| What the task asks |
Give the line containing "M3,1233L217,1337L243,1347L262,1350L438,1345" again, exactly, along with all later lines of the entries, through the last one.

Records from a data source
┄┄┄┄┄┄

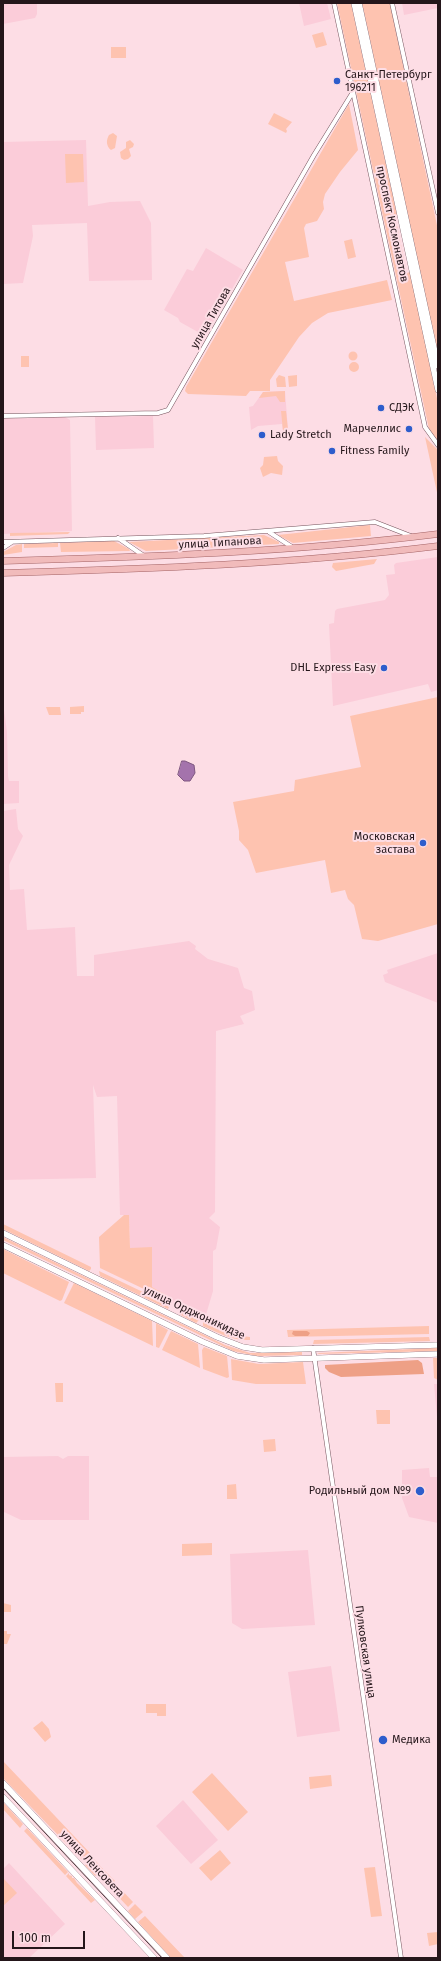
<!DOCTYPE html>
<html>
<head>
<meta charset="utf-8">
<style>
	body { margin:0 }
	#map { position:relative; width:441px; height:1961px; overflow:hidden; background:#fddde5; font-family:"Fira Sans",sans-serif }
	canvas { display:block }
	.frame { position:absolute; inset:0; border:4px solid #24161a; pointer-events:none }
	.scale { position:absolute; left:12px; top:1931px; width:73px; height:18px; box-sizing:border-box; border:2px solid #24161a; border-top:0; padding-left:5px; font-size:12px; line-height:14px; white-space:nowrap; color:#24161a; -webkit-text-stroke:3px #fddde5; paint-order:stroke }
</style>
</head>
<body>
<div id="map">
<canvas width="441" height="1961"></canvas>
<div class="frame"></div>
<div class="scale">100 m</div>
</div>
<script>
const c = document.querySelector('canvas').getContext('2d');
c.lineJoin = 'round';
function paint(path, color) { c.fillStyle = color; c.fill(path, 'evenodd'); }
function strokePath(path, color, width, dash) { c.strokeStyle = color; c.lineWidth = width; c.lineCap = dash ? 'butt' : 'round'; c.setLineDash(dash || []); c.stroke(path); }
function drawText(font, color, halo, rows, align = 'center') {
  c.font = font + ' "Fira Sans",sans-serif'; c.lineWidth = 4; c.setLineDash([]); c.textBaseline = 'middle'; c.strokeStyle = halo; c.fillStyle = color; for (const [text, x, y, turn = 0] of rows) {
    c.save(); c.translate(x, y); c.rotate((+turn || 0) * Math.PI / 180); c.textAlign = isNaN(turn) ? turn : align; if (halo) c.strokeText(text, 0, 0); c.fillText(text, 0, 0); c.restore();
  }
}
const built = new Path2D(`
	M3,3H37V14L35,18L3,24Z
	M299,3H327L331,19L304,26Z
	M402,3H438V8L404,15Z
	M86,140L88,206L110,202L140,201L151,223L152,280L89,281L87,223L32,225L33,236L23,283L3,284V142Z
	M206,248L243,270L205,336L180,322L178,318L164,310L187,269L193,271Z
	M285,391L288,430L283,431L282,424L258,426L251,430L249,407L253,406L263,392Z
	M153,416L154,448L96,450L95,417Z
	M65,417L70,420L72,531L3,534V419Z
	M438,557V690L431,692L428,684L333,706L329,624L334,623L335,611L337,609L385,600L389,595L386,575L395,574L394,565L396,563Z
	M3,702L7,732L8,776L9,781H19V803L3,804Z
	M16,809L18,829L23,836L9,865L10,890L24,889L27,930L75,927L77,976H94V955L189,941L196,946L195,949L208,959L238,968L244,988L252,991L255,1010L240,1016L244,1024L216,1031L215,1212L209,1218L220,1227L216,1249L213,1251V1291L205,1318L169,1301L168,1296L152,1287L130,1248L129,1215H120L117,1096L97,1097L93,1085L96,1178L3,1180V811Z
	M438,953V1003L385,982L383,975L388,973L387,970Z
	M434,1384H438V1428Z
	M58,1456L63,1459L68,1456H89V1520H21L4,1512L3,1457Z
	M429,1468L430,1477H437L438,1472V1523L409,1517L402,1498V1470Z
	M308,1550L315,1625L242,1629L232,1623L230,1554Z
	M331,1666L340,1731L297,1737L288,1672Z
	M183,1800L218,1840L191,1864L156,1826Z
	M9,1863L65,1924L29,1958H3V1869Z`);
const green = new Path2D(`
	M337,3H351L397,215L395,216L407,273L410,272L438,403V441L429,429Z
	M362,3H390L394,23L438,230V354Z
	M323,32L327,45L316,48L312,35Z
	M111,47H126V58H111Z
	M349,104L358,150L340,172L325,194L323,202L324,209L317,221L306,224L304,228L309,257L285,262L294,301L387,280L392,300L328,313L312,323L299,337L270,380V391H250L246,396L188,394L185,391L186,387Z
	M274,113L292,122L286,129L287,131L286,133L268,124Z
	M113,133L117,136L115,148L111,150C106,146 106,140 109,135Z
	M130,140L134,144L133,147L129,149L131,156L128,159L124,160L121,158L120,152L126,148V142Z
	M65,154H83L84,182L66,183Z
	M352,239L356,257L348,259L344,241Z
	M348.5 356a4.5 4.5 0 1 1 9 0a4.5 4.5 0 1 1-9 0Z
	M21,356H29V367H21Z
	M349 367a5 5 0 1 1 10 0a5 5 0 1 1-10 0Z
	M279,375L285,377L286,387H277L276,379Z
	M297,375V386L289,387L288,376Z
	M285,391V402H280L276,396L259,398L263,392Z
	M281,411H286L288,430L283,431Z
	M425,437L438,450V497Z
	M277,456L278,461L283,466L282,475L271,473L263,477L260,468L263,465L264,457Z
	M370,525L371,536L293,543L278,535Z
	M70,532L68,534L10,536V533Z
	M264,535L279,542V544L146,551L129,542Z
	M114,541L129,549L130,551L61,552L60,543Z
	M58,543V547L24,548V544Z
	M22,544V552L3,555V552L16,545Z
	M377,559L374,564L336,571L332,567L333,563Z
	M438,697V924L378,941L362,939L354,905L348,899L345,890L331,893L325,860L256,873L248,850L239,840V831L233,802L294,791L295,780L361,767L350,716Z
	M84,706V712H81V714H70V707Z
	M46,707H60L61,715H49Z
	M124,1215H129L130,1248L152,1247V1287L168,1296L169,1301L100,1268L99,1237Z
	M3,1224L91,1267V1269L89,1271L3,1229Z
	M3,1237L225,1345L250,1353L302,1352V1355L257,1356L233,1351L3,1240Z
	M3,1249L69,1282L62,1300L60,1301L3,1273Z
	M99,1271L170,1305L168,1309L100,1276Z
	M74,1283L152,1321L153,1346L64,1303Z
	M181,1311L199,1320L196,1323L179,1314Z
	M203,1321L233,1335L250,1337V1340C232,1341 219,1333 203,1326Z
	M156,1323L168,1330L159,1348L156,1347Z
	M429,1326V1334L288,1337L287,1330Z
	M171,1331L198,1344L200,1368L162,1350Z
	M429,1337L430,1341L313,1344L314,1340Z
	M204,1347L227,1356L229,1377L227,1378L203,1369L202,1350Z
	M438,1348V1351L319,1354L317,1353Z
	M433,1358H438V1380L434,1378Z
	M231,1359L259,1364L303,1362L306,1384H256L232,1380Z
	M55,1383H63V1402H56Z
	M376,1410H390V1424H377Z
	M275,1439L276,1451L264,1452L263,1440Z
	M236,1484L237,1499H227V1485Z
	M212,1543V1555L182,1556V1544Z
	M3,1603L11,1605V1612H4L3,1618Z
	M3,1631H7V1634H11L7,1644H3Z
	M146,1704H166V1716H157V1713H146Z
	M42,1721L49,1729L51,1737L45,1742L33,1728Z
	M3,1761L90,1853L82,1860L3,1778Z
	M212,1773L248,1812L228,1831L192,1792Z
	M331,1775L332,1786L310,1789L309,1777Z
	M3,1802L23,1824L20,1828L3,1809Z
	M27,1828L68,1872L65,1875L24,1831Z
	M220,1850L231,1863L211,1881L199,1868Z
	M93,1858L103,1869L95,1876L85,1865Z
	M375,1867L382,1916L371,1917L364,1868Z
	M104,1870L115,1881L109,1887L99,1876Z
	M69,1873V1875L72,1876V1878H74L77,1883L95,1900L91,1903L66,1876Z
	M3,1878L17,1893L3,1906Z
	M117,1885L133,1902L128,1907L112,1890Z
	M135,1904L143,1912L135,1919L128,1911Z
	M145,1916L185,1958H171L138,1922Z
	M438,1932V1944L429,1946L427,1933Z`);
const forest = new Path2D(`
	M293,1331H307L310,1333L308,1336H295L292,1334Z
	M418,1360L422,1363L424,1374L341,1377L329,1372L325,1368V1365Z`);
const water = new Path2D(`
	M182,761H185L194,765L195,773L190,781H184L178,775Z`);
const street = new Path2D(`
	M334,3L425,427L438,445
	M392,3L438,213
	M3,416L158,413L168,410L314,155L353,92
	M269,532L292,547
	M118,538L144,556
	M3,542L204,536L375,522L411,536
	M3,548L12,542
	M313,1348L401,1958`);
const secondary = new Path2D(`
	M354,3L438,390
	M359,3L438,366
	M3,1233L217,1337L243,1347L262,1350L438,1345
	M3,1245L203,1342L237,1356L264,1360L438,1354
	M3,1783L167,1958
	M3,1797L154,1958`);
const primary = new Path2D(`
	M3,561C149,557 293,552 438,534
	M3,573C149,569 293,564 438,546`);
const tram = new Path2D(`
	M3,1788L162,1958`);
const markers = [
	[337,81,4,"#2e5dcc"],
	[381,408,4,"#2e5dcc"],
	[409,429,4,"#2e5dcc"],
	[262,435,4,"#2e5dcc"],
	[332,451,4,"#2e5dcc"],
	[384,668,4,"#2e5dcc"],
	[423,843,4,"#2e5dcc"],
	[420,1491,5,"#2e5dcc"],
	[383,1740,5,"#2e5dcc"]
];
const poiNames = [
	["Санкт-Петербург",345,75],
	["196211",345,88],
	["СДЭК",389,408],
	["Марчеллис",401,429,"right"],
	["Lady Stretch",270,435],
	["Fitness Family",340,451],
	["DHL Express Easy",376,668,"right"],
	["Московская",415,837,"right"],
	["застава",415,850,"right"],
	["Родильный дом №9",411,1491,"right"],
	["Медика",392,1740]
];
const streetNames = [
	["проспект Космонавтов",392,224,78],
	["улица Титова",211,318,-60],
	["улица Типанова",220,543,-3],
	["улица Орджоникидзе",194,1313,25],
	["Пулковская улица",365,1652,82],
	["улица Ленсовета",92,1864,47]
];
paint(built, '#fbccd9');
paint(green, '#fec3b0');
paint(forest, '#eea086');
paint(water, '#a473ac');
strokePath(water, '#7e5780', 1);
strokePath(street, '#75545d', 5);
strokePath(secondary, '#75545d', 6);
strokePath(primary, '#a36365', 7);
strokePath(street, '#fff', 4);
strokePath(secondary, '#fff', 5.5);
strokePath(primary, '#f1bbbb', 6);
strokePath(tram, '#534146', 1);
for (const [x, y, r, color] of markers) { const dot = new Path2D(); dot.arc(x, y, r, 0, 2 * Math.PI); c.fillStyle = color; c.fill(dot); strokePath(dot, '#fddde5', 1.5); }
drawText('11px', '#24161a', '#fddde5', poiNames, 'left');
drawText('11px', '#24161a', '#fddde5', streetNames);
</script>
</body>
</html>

┄┄┄┄┄┄

| Answer area |
	M3,1233L217,1337L243,1347L262,1350L438,1345
	M3,1245L203,1342L237,1356L264,1360L438,1354
	M3,1783L167,1958
	M3,1797L154,1958`);
const primary = new Path2D(`
	M3,561C149,557 293,552 438,534
	M3,573C149,569 293,564 438,546`);
const tram = new Path2D(`
	M3,1788L162,1958`);
const markers = [
	[337,81,4,"#2e5dcc"],
	[381,408,4,"#2e5dcc"],
	[409,429,4,"#2e5dcc"],
	[262,435,4,"#2e5dcc"],
	[332,451,4,"#2e5dcc"],
	[384,668,4,"#2e5dcc"],
	[423,843,4,"#2e5dcc"],
	[420,1491,5,"#2e5dcc"],
	[383,1740,5,"#2e5dcc"]
];
const poiNames = [
	["Санкт-Петербург",345,75],
	["196211",345,88],
	["СДЭК",389,408],
	["Марчеллис",401,429,"right"],
	["Lady Stretch",270,435],
	["Fitness Family",340,451],
	["DHL Express Easy",376,668,"right"],
	["Московская",415,837,"right"],
	["застава",415,850,"right"],
	["Родильный дом №9",411,1491,"right"],
	["Медика",392,1740]
];
const streetNames = [
	["проспект Космонавтов",392,224,78],
	["улица Титова",211,318,-60],
	["улица Типанова",220,543,-3],
	["улица Орджоникидзе",194,1313,25],
	["Пулковская улица",365,1652,82],
	["улица Ленсовета",92,1864,47]
];
paint(built, '#fbccd9');
paint(green, '#fec3b0');
paint(forest, '#eea086');
paint(water, '#a473ac');
strokePath(water, '#7e5780', 1);
strokePath(street, '#75545d', 5);
strokePath(secondary, '#75545d', 6);
strokePath(primary, '#a36365', 7);
strokePath(street, '#fff', 4);
strokePath(secondary, '#fff', 5.5);
strokePath(primary, '#f1bbbb', 6);
strokePath(tram, '#534146', 1);
for (const [x, y, r, color] of markers) { const dot = new Path2D(); dot.arc(x, y, r, 0, 2 * Math.PI); c.fillStyle = color; c.fill(dot); strokePath(dot, '#fddde5', 1.5); }
drawText('11px', '#24161a', '#fddde5', poiNames, 'left');
drawText('11px', '#24161a', '#fddde5', streetNames);
</script>
</body>
</html>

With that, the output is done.